1. HFT Fundamentals for AI Agents
High-frequency trading in the context of AI agents differs from traditional HFT in one critical dimension: the decision-making cycle now includes an LLM inference step. Where traditional HFT systems operate in microseconds using deterministic logic, AI agents introduce a stochastic, variable-latency inference step that must be carefully isolated from the execution path.
The solution is a two-layer architecture: a fast path (deterministic, microsecond latency) that handles order execution, risk checks, and position management; and a slow path (LLM inference, strategy updates, alpha generation) that runs asynchronously and feeds pre-computed signals into the fast path.
LLM inference latency ranges from 50ms to 2000ms — 1000x slower than acceptable order execution latency. Pre-compute all signals offline and pass them as numeric thresholds to your execution engine. The execution engine must be pure logic with no external calls.

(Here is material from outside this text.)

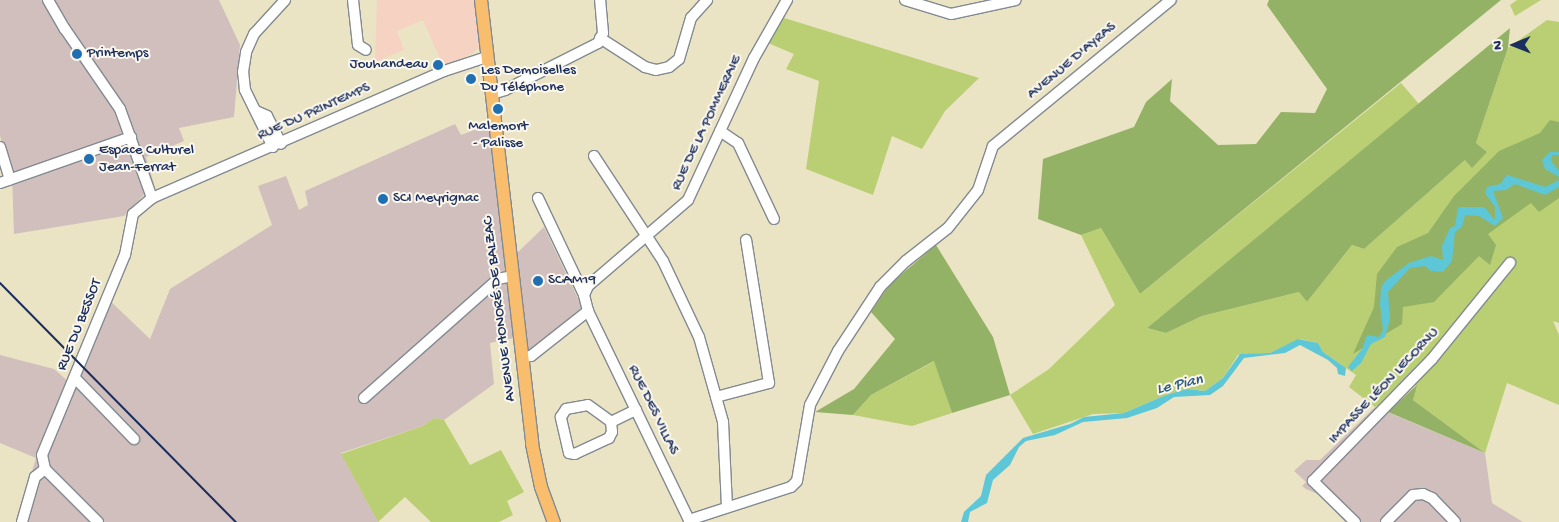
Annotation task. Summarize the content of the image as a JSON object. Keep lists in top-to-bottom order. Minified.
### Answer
{"streets":{"main road":["AVENUE HONORÉ DE BALZAC"],"street":["AVENUE D'AYRAS","RUE DU PRINTEMPS","RUE DE LA POMMERAIE","RUE DU BESSOT","IMPASSE LÉON LECORNU","RUE DES VILLAS"]},"crossings":[["RUE DU PRINTEMPS","AVENUE HONORÉ DE BALZAC"],["RUE DU PRINTEMPS","RUE DU BESSOT"]],"water":["Le Pian"],"places":["Printemps","Jouhandeau","Les Demoiselles Du Téléphone","Malemort - Palisse","Espace Culturel Jean-Ferrat","SCI Meyrignac","SCAM19"],"north":"left"}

What Constitutes "High Frequency" for On-Chain Agents
On-chain trading has fundamentally different latency floors than traditional securities markets. Block times create hard lower bounds: 12 seconds on Ethereum mainnet, 400ms on Solana, 2 seconds on most L2s. "HFT" for on-chain agents means optimizing within these constraints:
- Mempool monitoring: See pending transactions before they confirm, enabling front-run detection and sandwich attack prevention
- Private mempools: Submit transactions via Flashbots/MEV Blocker to avoid being front-run
- Gas price optimization: Real-time base fee tracking to avoid paying excess priority fees
- Multi-venue arbitrage: Monitor price spreads across DEXes simultaneously, execute atomic arbitrage within a single block
- Intent-based settlement: Submit intents to solvers who execute optimally without exposing your order to the mempool
2. The Latency Stack
Every millisecond between receiving a market signal and placing an order is a millisecond of alpha decay. Understanding where latency accumulates in your stack allows you to target optimization effort effectively.

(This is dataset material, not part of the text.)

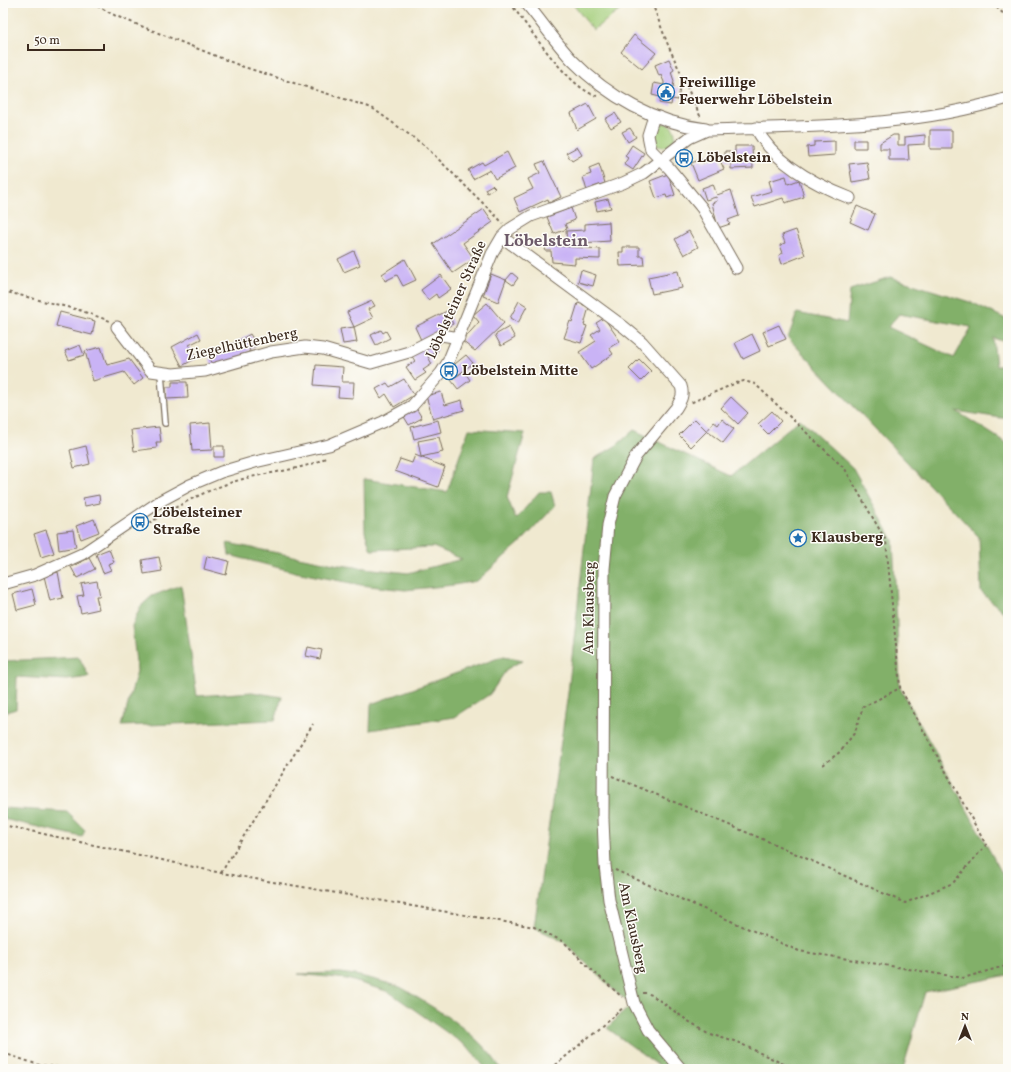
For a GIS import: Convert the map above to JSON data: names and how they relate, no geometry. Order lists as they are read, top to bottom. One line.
{"streets":{"street":["Löbelsteiner Straße","Ziegelhüttenberg","Am Klausberg"]},"crossings":[["Löbelsteiner Straße","Ziegelhüttenberg"],["Löbelsteiner Straße","Am Klausberg"]],"districts":["Löbelstein"],"places":{"public building":["Freiwillige Feuerwehr Löbelstein"],"bus stop":["Löbelstein","Löbelstein Mitte","Löbelsteiner Straße"],"place":["Klausberg"]},"scale_bar":"50 m","north":"top"}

Python Async WebSocket Order Execution
Python is not the ideal language for microsecond HFT, but it is the primary language for AI agent development. The following pattern achieves the best possible Python latency using asyncio with a pre-allocated order buffer and zero-copy message parsing:
import asyncio
import time
import ujson # ~3x faster than stdlib json
import websockets
from dataclasses import dataclass
from collections import deque
from typing import Optional
@dataclass
class OrderSignal:
"""Pre-computed signal from LLM slow path."""
symbol: str
side: str # 'buy' | 'sell'
quantity: float
max_price: float # Limit price ceiling
urgency: int # 1-10; affects order type selection
expires_ms: int # Timestamp after which signal is stale
class FastPathExecutor:
"""
Deterministic, low-latency execution engine.
Receives pre-computed signals, handles order lifecycle.
Zero LLM calls on this path.
"""
def __init__(self, ws_url: str, api_key: str):
self.ws_url = ws_url
self.api_key = api_key
self.ws: Optional[websockets.WebSocketClientProtocol] = None
self.signal_queue: deque[OrderSignal] = deque(maxlen=1000)
self.open_orders: dict = {}
self.position: float = 0.0
self.pnl: float = 0.0
# Pre-allocate order buffer — avoids GC pressure
self._order_buf = bytearray(512)
async def connect(self):
"""Establish persistent WebSocket connection."""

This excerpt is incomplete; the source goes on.